Edit: DIY yeast CO2 with pretty decent output.


----------



## rcs0926 (Jun 14, 2013)

I have a 6 hour growing photo period from 3pm to 9pm on my tanks and a 2 hour viewing period in the morning from 6am to 8am.


----------



## Rush3737 (Jan 15, 2013)

OVT said:


> Ok. Lets try this from another angle: you have sunshine from 7am to noon. Lets ignore seasons. Your tank gets that sunshine. Period. If you do not move the tank or get better blinds or cover the tank with a blanket, it gets the sunshine. Assume you go all green  and never turn on your aquarium lights. If you want a healthy tank (good plant growth. no algae, etc), the plants need proportional supply of food / building material to keep up with the amount of energy (sunlight) they receive. So, that's your step number one. If your tap water + fish waste + leftover fish food + decaying plant matter + gas exchange provide more food then the plants can absorb (normally unlikely) you probably want to lower it. How? More water changes, RO, feed less, add more plants, etc etc.
> 
> On the other end, if your plants do not have enough food (more likely) you want to supplement it externally, I.e. co2 and appropriate ferts.
> 
> ...


So what this boils down to, is that as long as I dial in my CO2 and ferts correctly, any reasonable timing of lights can be made to work. I had it in the back of my head that if minimal light is seeping through the tank, under any conditions, that somehow in itself helped algae grow. That not being the case I'm going to put my lights on later and see what happens, and hopefully adjust properly. Thanks.


----------



## kman (Dec 11, 2013)

rcs0926 said:


> I have a 6 hour growing photo period from 3pm to 9pm on my tanks and a 2 hour viewing period in the morning from 6am to 8am.

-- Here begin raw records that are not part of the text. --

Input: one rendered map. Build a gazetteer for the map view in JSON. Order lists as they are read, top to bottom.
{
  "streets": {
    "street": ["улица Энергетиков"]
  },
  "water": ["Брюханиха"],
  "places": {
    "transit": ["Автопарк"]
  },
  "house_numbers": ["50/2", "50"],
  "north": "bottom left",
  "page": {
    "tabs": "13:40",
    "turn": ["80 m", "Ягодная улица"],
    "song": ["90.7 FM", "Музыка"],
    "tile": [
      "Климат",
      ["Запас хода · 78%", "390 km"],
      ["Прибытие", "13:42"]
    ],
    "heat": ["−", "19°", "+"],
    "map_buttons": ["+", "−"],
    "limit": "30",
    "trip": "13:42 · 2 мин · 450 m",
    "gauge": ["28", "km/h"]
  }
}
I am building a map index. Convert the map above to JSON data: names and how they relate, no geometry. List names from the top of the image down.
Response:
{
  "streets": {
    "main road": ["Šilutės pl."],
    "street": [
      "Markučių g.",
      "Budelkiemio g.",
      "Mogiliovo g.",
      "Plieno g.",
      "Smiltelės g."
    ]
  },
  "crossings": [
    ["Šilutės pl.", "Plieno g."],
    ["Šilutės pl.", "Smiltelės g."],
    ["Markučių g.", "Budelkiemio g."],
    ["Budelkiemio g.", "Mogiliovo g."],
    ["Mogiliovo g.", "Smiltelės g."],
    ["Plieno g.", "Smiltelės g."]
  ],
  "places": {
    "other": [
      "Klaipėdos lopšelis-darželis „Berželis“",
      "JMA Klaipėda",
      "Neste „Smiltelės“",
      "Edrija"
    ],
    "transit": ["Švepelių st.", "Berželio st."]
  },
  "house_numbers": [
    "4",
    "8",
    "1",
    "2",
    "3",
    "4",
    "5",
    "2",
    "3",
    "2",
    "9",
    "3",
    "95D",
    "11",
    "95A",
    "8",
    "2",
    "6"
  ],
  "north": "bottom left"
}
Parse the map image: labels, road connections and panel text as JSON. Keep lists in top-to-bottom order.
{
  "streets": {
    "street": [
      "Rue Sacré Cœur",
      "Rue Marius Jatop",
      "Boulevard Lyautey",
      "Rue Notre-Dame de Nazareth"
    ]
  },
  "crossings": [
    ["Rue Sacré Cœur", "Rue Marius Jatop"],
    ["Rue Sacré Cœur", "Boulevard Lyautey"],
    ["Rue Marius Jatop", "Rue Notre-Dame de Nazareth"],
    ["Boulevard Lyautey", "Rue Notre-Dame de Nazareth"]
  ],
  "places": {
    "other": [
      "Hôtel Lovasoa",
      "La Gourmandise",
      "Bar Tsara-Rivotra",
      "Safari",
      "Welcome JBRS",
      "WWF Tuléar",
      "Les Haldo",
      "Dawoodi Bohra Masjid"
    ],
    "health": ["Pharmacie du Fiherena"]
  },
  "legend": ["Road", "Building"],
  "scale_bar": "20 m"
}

Once I have more capable ramp timer, I'm going to do something like that, too. I currently turn on the lights manually for about 30 minutes while I feed them, before heading out to work, anyway.


----------



## JeffE (Oct 8, 2013)

I have 6 hours on my biggest high tech co2 tank, 10 on my low tech tank. High tech tank only spends 1 hour at the highest intensity, since lowering the hours I've had much algae.


----------



## Smeagol (Mar 4, 2013)

OVT said:


> Ok. Lets try this from another angle: you have sunshine from 7am to noon. Lets ignore seasons. Your tank gets that sunshine. Period. If you do not move the tank or get better blinds or cover the tank with a blanket, it gets the sunshine..... Assume you go all green  and never turn on your aquarium lights. If you want a healthy tank (good plant growth. no algae, etc), the plants need proportional supply of food / building material to keep up with the amount of energy (sunlight) they receive. So, that's your step number one. If your tap water + fish waste + leftover fish food + decaying plant matter + gas exchange provide more food then the plants can absorb (normally unlikely) you probably want to lower it. How? More water changes, RO, feed less, add more plants, etc etc.
> 
> On the other end, if your plants do not have enough food (more likely) you want to supplement it externally, I.e. co2 and appropriate ferts.
> 
> ...


I have exactly the same problem. My living-room window faces east and my blinds are thin; so from sunrise to noon my room has bright ambient sunlight. I don't get home from work until 5PM. Temporary solution: I hung thick dark-colored blankets over my window! I know it's kinda trashy, but I don't have any money to buy heavy curtains (spent everything on new tank & equipment). Now the room is pitch dark except for when the aquarium lights are on, which currently is 7 hours (4:30PM to 11:30PM).

Here is an additional layer to the problem: If I adjust my CO2 and ferts as you advise, I would probably be able to take the blankets off my window. However, if I am trying to grow a Glosso carpet, which according to most people requires intense lighting to prevent the Glosso from growing upwards, wouldn't that 5-hour period of ambient sunlight work against me by creating a low-light environment, thereby causing my Glosso to grow tall?


----------



## aquarist (Aug 29, 2012)

I run all my aquariums from 4pm till 1am.


----------